One in ten paediatric pneumonia cases at KATH prove fatal as immunisation coverage stagnates at 56%
By Leo Nelson
Ghana’s childhood pneumonia fight is faltering. Despite free vaccines and global progress, preventable deaths persist and vaccine hesitancy is largely to blame.
Dr Sandra Kwarteng Owusu, paediatric pulmonologist at Komfo Anokye Teaching Hospital (KATH), paints a sobering picture from the country’s second-largest referral centre. Over the past five years, one in every ten children admitted with pneumonia has died.
“That is worrying,” she told The New Republic ahead of World Immunization Week. “We want to reduce it to less than that.”
Globally, the tide has turned. Twenty years ago, pneumonia claimed over two million young lives annually. Today, that figure hovers around half a million a reduction driven overwhelmingly by pneumococcal conjugate vaccines, antiretroviral therapy and better treatment protocols.
But Ghana is not tracking the global curve. KATH’s data shows that incomplete vaccination or no vaccination at all is the common thread running through severe cases.
Nationally, only 56% of children are fully vaccinated under the Expanded Programme on Immunisation. That leaves nearly half of Ghana’s child population exposed to wholly preventable pathogens.
Vaccine hesitancy, Owusu says, is now endemic. Fear stoked by relentless misinformation has taken root.
“People put all sorts of information out there, some of it not substantiated and not backed by science,” she said, recalling COVID-era falsehoods that vaccines were “meant to wipe away Africa”.
The pandemic’s legacy is twofold: it supercharged distrust and disrupted routine access. Movement restrictions and social distancing kept parents away from facilities. Non-emergency care including immunisation was quietly abandoned.
Beyond the willfully hesitant lie structural barriers. Farming schedules override clinic appointments. Market days take precedence. Transport costs and long distances keep remote communities cut off entirely.
“Some live in very remote areas, just cut off from the general community,” Owusu said.
Cultural and religious beliefs compound the problem.

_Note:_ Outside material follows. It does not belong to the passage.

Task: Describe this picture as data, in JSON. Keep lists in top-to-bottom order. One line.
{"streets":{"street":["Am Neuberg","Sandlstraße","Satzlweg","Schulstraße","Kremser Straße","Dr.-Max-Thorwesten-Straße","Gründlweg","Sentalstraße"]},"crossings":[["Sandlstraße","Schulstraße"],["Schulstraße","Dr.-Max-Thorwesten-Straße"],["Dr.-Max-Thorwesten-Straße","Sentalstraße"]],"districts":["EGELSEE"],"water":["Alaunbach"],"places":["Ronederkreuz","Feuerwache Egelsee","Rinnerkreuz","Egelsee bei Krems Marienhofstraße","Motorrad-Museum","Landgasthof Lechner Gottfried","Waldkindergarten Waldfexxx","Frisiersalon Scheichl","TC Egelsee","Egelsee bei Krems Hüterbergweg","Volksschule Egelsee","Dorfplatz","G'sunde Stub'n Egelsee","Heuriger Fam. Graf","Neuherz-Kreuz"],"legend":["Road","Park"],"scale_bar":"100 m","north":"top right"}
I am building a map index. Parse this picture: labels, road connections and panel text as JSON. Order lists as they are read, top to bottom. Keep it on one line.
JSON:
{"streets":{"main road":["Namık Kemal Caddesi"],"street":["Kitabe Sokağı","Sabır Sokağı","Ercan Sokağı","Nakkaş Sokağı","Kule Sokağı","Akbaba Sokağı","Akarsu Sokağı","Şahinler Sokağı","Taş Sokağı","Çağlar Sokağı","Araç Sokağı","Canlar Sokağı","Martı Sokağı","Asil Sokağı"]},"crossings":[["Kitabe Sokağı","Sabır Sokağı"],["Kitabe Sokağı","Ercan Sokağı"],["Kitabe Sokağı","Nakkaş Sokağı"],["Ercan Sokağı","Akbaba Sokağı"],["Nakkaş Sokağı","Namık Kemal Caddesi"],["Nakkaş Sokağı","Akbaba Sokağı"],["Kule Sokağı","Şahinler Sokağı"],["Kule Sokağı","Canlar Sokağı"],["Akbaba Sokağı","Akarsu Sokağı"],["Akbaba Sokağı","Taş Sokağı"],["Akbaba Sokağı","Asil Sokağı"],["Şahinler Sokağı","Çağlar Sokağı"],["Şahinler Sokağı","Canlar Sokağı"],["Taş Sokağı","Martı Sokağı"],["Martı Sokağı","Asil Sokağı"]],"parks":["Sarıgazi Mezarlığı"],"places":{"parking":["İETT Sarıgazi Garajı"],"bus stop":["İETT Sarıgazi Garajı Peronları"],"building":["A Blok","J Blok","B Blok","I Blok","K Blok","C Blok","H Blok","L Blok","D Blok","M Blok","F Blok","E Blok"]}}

In some households, family elders actively discourage vaccination, citing personal anecdotes or circulating rumours that vaccines are designed to harm.
Owusu is calling for a renewed public education push one that confronts misinformation head-on and rebuilds confidence vaccine by vaccine.
Her message to parents is stark: vaccines are among the safest, most effective tools against life-threatening diseases like pneumonia. Without them, the KATH mortality rate will not budge.
And for the child in a remote farming community who misses just one dose, that could be the difference between life and death.